Friday, March 26, 2010

Day 85 - 60 Minutes

After bragging about being able to fit all of my running gear into a small track bag, this morning it was 28F. And only 32F when I ran at lunch. Still, I managed to squeeze my cold weather gear into the same track bag. It looked like a plump blueberry just on the verge of breaking it's skin.

Defying the low temp, the sun made for a glorious run.

Looking up into a cloudless blue sky, set my mind to contemplation mode. And what I contemplated was time.

Specifically an hour.

On occasion, we are handed the gift of an hour. A meeting is canceled, or a friend bails on lunch, or you finish up whatever you were doing sooner than planned.

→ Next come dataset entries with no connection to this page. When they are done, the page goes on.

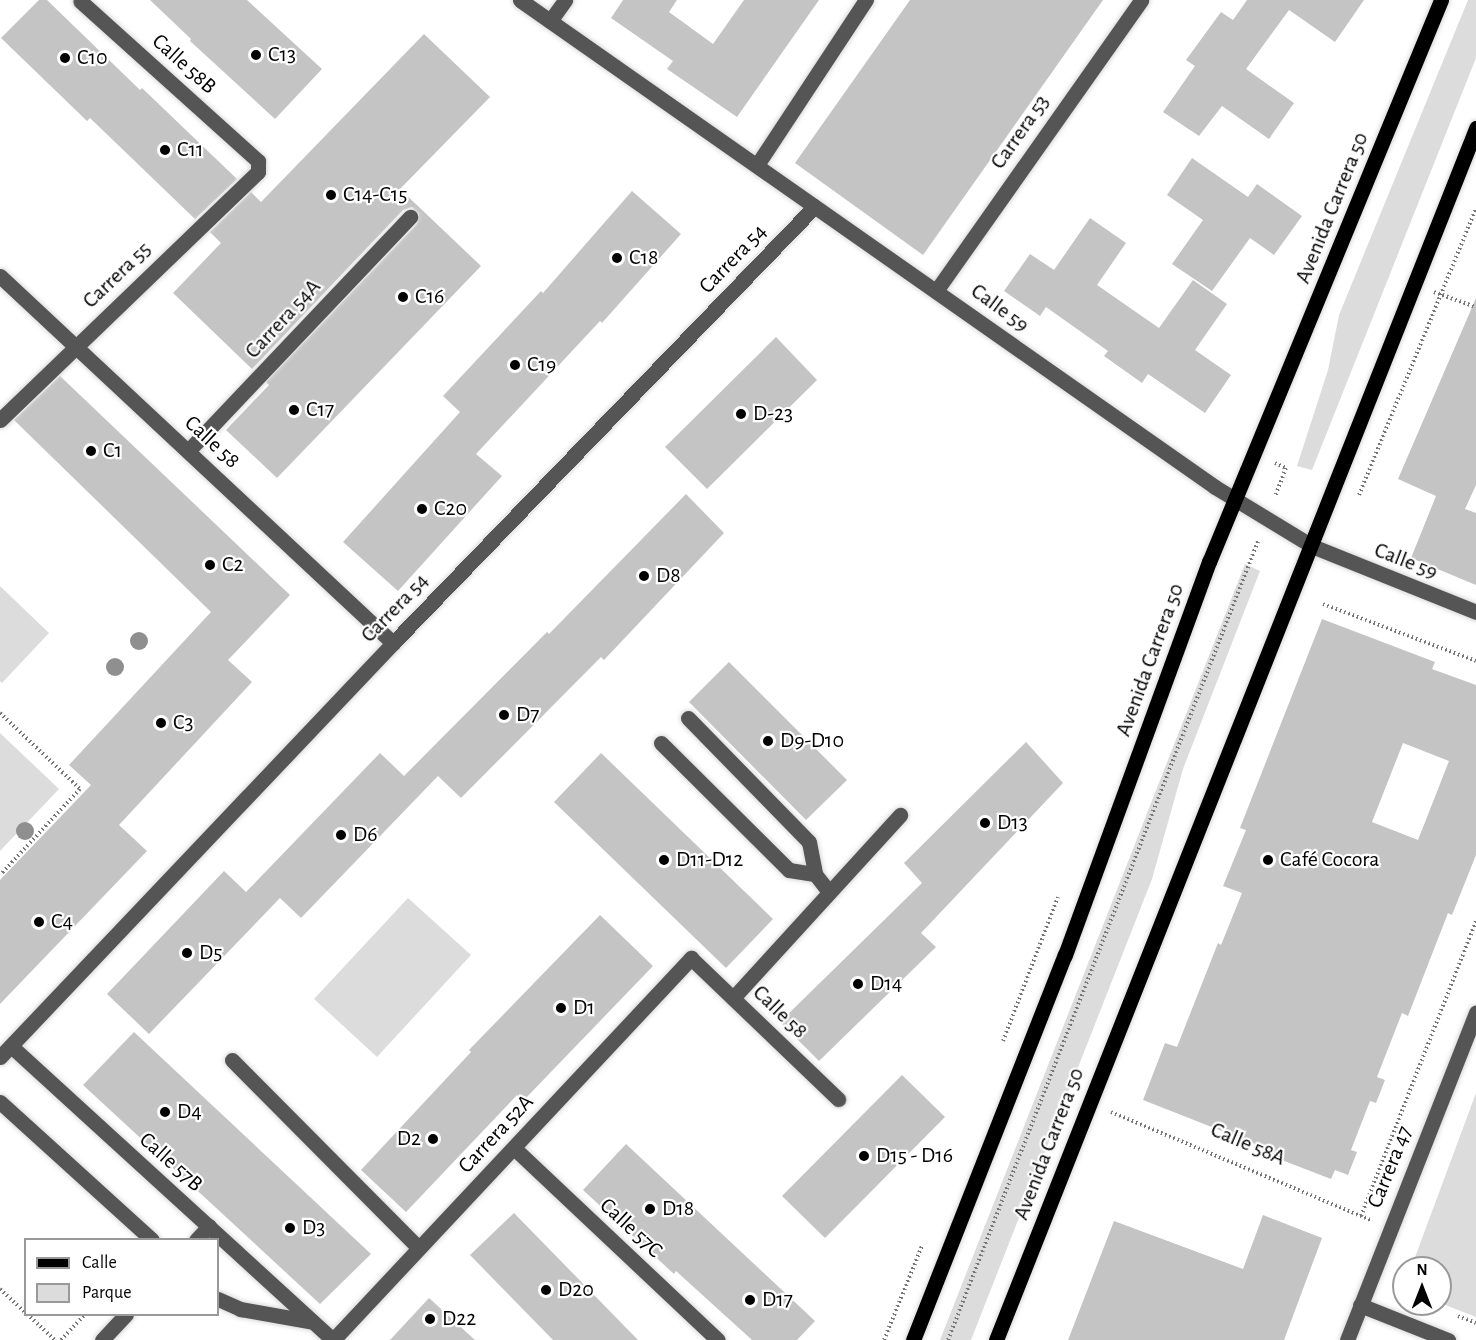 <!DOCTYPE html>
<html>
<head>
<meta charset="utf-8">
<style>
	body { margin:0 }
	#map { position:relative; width:1476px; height:1340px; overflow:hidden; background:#fff; font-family:"Alegreya Sans",sans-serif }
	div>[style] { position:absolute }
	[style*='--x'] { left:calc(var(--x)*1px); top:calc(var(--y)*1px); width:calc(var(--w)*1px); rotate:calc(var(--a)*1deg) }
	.green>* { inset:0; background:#dcdcdc }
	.building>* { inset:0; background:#c4c4c4 }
	.path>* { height:4px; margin-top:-2px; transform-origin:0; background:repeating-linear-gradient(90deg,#777 0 1.5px,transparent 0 4.5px) }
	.roads { filter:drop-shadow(0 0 2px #dbdbdb) drop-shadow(0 0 2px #dbdbdb) }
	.minor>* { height:15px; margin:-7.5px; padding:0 7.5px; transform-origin:7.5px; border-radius:7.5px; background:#555 }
	.major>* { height:15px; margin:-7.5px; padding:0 7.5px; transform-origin:7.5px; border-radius:7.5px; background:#000 }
	.trees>* { width:18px; height:18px; margin:-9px; border-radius:50%; background:#8f8f8f }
	.dots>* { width:16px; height:16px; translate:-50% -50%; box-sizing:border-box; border:3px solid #fff; border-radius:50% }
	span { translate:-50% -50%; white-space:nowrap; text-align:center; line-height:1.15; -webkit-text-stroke:4.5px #fff; paint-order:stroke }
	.poi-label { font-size:22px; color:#000 }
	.left { translate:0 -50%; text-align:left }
	.right { translate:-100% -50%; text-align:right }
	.street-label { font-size:22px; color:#000 }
	.legend { position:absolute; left:24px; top:1238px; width:195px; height:78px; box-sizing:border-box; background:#fff; border:2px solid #999; margin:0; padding:8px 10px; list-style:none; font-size:18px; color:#000 }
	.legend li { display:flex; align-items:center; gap:12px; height:30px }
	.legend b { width:30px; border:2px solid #999 }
	.north { position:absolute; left:1392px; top:1256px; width:60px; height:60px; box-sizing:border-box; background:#fff; border:2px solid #999; border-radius:50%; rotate:0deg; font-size:16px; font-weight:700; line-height:24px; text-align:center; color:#000 }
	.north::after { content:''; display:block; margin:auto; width:21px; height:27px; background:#000; clip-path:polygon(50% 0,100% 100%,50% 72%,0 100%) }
</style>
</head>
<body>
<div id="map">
	<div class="green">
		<div style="clip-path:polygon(1468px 0,1476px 0,1476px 58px,1312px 470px,1297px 466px,1328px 370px,1339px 315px)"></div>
		<div style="clip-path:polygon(1245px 564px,1260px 571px,1183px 769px,1152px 879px,971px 1340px,940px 1340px)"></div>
		<div style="clip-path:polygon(0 586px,49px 633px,2px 683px,0 681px)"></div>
		<div style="clip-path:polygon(0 733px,59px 789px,0 851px)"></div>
		<div style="clip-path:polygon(408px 898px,471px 955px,377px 1057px,314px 999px)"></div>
		<div style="clip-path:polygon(1476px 1093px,1476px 1317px,1440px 1303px,1440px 1268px,1411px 1268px)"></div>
	</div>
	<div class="building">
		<div style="clip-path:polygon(39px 0,47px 0,140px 90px,142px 88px,237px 179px,195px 219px,90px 118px,87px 121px,1px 38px)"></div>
		<div style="clip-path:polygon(150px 0,247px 0,322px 69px,275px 119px,190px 41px,191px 39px)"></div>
		<div style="clip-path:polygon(623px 0,677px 0,669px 12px,713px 44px,744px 0,819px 0,737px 117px,667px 69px,673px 61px,611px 18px)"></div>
		<div style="clip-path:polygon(910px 0,1103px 0,923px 255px,795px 163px)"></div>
		<div style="clip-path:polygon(1247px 0,1364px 0,1335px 42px,1289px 10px,1246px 69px,1294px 103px,1269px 139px,1222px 106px,1199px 136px,1163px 112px,1195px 66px,1186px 60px,1221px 12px,1233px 20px)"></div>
		<div style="clip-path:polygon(424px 34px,490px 97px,400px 189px,481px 266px,277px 478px,226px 430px,269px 385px,266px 382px,417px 224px,419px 214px,412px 207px,403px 210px,252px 369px,173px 293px,221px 243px,210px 232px,251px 192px,261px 202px)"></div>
		<div style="clip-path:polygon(1192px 158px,1248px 197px,1257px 184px,1302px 216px,1274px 255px,1250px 238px,1212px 291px,1172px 264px,1203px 220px,1167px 195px)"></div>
		<div style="clip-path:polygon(632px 191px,681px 234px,602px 323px,600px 321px,476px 454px,502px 476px,398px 591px,343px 542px,460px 412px,443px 396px,541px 291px,543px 293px)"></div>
		<div style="clip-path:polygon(1090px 218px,1126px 243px,1097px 285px,1159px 328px,1193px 280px,1227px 304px,1195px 350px,1231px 375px,1205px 413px,1148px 374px,1142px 383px,1104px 356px,1108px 351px,1046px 307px,1040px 316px,1004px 291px,1030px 254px,1054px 270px)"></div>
		<div style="clip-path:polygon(1476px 298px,1476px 485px,1465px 509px,1476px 513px,1476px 585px,1411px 558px,1436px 496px,1398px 479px)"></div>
		<div style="clip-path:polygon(776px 337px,817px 380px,707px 489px,665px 447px)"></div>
		<div style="clip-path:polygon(60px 376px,290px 595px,228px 660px,252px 682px,119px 825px,147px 851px,0 1004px,0 880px,91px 785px,69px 765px,211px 612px,14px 420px)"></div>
		<div style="clip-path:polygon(686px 494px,724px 533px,604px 660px,601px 657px,461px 798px,438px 776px,301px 918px,280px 898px,149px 1034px,107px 994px,224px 871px,246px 892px,380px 753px,404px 776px,547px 632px,549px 634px)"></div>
		<div style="clip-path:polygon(evenodd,1322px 619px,1435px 662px,1432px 669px,1476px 685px,1476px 855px,1452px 915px,1448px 913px,1408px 1016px,1402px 1013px,1377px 1077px,1385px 1080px,1376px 1103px,1370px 1101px,1351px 1150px,1357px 1152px,1348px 1175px,1335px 1170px,1331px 1179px,1253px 1149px,1255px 1144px,1143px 1100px,1165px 1043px,1177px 1047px,1218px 943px,1221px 945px,1242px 893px,1223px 886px,1246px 830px,1240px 828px,1322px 619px,1403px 743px,1449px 761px,1418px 840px,1372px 822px,1403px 743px)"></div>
		<div style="clip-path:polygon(729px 662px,847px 780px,806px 820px,689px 702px)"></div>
		<div style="clip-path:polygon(1026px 742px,1063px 783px,921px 933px,936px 947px,819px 1061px,780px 1022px,922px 883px,904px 863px)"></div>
		<div style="clip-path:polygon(601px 753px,773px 919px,726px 968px,554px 802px)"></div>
		<div style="clip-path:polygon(600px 915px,653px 966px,523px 1101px,517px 1095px,406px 1212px,361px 1170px,471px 1052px,469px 1050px)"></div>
		<div style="clip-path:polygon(134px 1032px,371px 1254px,320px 1304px,83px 1085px)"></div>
		<div style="clip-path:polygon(902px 1075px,945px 1117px,825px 1238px,782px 1196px)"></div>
		<div style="clip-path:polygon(626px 1144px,815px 1321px,797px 1340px,752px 1340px,676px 1271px,674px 1274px,583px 1190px)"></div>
		<div style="clip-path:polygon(514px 1213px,638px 1340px,553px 1340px,470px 1255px)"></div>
		<div style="clip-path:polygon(1263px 1215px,1322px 1238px,1284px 1340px,1068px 1340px,1114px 1221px,1243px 1269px)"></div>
		<div style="clip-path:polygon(429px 1298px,475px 1340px,390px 1340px)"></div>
	</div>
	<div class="path">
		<div style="--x:1434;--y:292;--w:45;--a:19.7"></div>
		<div style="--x:1275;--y:463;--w:12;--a:24"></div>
		<div style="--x:1286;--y:468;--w:31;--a:111"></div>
		<div style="--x:1359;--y:495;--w:310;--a:-67.8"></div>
		<div style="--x:1323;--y:604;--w:163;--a:20.4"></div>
		<div style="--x:0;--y:713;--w:110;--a:43.5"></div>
		<div style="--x:80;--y:789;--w:117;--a:132.9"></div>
		<div style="--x:1003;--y:1041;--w:154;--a:-69.1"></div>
		<div style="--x:1111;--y:1112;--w:281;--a:22.6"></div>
		<div style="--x:1361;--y:1216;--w:317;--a:-68.7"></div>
		<div style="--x:1403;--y:1268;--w:18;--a:87"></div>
		<div style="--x:0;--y:1289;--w:35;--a:43"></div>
		<div style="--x:27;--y:1314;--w:38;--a:43"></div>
		<div style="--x:1458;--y:1316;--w:19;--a:21"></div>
		<div style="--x:61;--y:1340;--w:35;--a:-47"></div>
		<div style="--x:884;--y:1340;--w:101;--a:-68"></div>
		<div style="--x:948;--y:1340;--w:857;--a:-68.79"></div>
	</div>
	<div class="roads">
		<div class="minor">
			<div style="--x:520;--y:0;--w:849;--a:35.02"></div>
			<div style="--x:1215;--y:487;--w:114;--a:31.3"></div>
			<div style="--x:1312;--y:546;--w:177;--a:21.9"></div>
			<div style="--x:550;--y:21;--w:26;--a:-54"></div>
			<div style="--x:757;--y:165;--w:198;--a:-56.6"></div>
			<div style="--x:0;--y:276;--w:538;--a:43.04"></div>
			<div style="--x:936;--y:291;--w:356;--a:-54.8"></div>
			<div style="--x:0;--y:420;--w:358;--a:-43.9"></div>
			<div style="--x:258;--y:172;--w:11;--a:-90"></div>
			<div style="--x:258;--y:161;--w:239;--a:-138"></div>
			<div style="--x:188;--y:451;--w:323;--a:-46.5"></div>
			<div style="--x:688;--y:718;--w:173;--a:45.7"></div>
			<div style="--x:809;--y:842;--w:33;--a:79"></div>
			<div style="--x:661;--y:743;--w:180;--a:44.8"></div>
			<div style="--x:789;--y:870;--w:26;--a:9"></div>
			<div style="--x:815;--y:874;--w:23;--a:52"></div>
			<div style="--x:733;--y:998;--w:248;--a:-47.6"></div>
			<div style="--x:11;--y:1046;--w:436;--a:42.4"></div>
			<div style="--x:0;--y:1057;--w:571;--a:-46.49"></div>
			<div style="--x:393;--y:643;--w:607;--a:-46"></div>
			<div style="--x:232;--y:1060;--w:265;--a:45.2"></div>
			<div style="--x:0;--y:1102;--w:205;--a:42.2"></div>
			<div style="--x:514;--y:1148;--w:280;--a:43.3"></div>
			<div style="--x:196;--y:1240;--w:19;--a:-47"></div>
			<div style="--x:218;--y:1299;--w:24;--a:24"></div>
			<div style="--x:240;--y:1309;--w:74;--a:10.1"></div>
			<div style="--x:1360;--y:1305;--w:95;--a:21.7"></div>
			<div style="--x:102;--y:1340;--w:35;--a:-47"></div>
			<div style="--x:333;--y:1340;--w:524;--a:-46.86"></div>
			<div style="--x:691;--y:958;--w:204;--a:43.8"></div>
			<div style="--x:1347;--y:1340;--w:352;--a:-68.5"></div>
		</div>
		<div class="major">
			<div style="--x:913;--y:1340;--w:414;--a:-68.5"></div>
			<div style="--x:1065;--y:955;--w:419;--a:-69.9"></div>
			<div style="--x:1209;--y:562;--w:608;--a:-67.57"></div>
			<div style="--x:996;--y:1340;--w:1304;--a:-68.39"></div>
		</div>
	</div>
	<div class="trees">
		<div style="left:139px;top:641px"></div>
		<div style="left:115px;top:667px"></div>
		<div style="left:25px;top:831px"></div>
	</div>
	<div class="dots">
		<div style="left:256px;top:55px;background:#000"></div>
		<div style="left:65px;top:58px;background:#000"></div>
		<div style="left:165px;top:150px;background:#000"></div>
		<div style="left:331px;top:195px;background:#000"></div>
		<div style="left:617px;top:258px;background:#000"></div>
		<div style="left:403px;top:297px;background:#000"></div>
		<div style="left:515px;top:365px;background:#000"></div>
		<div style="left:294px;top:410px;background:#000"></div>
		<div style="left:741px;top:414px;background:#000"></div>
		<div style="left:91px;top:451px;background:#000"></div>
		<div style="left:422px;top:509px;background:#000"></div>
		<div style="left:210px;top:565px;background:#000"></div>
		<div style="left:644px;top:576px;background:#000"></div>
		<div style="left:504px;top:715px;background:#000"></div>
		<div style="left:161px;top:723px;background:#000"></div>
		<div style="left:768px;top:741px;background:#000"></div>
		<div style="left:985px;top:823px;background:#000"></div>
		<div style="left:341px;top:835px;background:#000"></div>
		<div style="left:664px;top:860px;background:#000"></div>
		<div style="left:1268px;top:860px;background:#000"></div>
		<div style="left:39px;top:922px;background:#000"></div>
		<div style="left:187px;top:953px;background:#000"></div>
		<div style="left:858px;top:984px;background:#000"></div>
		<div style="left:561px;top:1008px;background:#000"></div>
		<div style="left:165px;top:1112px;background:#000"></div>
		<div style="left:433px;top:1139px;background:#000"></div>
		<div style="left:864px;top:1156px;background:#000"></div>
		<div style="left:650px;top:1209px;background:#000"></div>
		<div style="left:290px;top:1228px;background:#000"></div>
		<div style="left:546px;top:1290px;background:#000"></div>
		<div style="left:750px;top:1300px;background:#000"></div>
		<div style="left:430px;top:1319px;background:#000"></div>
	</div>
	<div class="poi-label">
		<span class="left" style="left:268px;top:55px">C13</span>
		<span class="left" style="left:77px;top:58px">C10</span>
		<span class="left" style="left:177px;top:150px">C11</span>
		<span class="left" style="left:343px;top:195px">C14-C15</span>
		<span class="left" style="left:629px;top:258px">C18</span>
		<span class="left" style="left:415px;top:297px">C16</span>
		<span class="left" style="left:527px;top:365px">C19</span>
		<span class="left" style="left:306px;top:410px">C17</span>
		<span class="left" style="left:753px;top:414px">D-23</span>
		<span class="left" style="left:103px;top:451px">C1</span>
		<span class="left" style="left:434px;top:509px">C20</span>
		<span class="left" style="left:222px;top:565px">C2</span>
		<span class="left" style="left:656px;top:576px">D8</span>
		<span class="left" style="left:516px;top:715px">D7</span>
		<span class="left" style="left:173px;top:723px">C3</span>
		<span class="left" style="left:780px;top:741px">D9-D10</span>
		<span class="left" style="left:997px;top:823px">D13</span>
		<span class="left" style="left:353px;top:835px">D6</span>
		<span class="left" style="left:676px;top:860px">D11-D12</span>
		<span class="left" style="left:1280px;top:860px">Café Cocora</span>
		<span class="left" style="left:51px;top:922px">C4</span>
		<span class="left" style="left:199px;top:953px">D5</span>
		<span class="left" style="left:870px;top:984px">D14</span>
		<span class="left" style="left:573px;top:1008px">D1</span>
		<span class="left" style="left:177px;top:1112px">D4</span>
		<span class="right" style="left:421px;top:1139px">D2</span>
		<span class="left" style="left:876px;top:1156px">D15 - D16</span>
		<span class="left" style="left:662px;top:1209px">D18</span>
		<span class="left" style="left:302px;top:1228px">D3</span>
		<span class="left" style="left:558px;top:1290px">D20</span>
		<span class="left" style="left:762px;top:1300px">D17</span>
		<span class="left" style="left:442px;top:1319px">D22</span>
	</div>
	<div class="street-label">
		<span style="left:184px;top:64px;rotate:42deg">Calle 58B</span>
		<span style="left:1020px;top:132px;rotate:-55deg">Carrera 53</span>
		<span style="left:1332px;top:208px;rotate:-68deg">Avenida Carrera 50</span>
		<span style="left:733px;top:259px;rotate:-46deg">Carrera 54</span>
		<span style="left:117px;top:275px;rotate:-44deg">Carrera 55</span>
		<span style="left:1000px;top:308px;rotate:36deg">Calle 59</span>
		<span style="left:283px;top:319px;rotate:-47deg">Carrera 54A</span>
		<span style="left:212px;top:442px;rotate:43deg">Calle 58</span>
		<span style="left:1406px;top:561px;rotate:21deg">Calle 59</span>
		<span style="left:395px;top:608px;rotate:-46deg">Carrera 54</span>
		<span style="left:1150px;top:660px;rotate:-70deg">Avenida Carrera 50</span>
		<span style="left:780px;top:1012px;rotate:44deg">Calle 58</span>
		<span style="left:496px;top:1134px;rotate:-47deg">Carrera 52A</span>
		<span style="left:1049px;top:1144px;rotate:-69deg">Avenida Carrera 50</span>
		<span style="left:1248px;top:1144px;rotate:23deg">Calle 58A</span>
		<span style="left:171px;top:1162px;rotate:42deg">Calle 57B</span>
		<span style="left:1390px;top:1167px;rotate:-68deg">Carrera 47</span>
		<span style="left:631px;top:1228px;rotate:43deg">Calle 57C</span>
	</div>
	<ul class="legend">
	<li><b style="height:8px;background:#000"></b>Calle</li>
	<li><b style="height:16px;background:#dcdcdc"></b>Parque</li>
	</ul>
	<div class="north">N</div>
</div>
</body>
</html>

My question is what to do with that hour.

I know what I do when I get an hour. I veg. I plop down and see what my busy little TiVo has queued up for me. Occasionally I multi-task by petting the dog.

At what point, though, does relaxing become wasting time?

But then, if I'm always doing what I should be doing, what's the point of it all?

The answer, I imagine, is some boring Life-Coachy "balance" approach that mixes responsibility and sensibility with play and rest.

But honestly, I'm not looking for an answer. The key for me is that I'm asking the question. And lots of questions like this one.

I'm more aware of my time, my life, myself, than I've ever been before.

My point, I guess, is that taking just a few minutes for myself each day for a run has given me the opportunity to step away from "the world" and spend a little time in the real one, the one that I inhabit and move through each day. And it's pretty amazing how those few minutes in the real world change my perspective on "the world".

Unrelated note... got a voice mail from my doc. He said that the results of the heart scan were "Good" and that the 13.67 score was "inconsequential." Uh, doc... Instead of a Reuben and onion strings, I had salmon for dinner at the pub last night. Salmon! That's pretty darn "consequential"!

Good running,
Doug

Numbers: 2.5 miles on wonderfully muddy trails.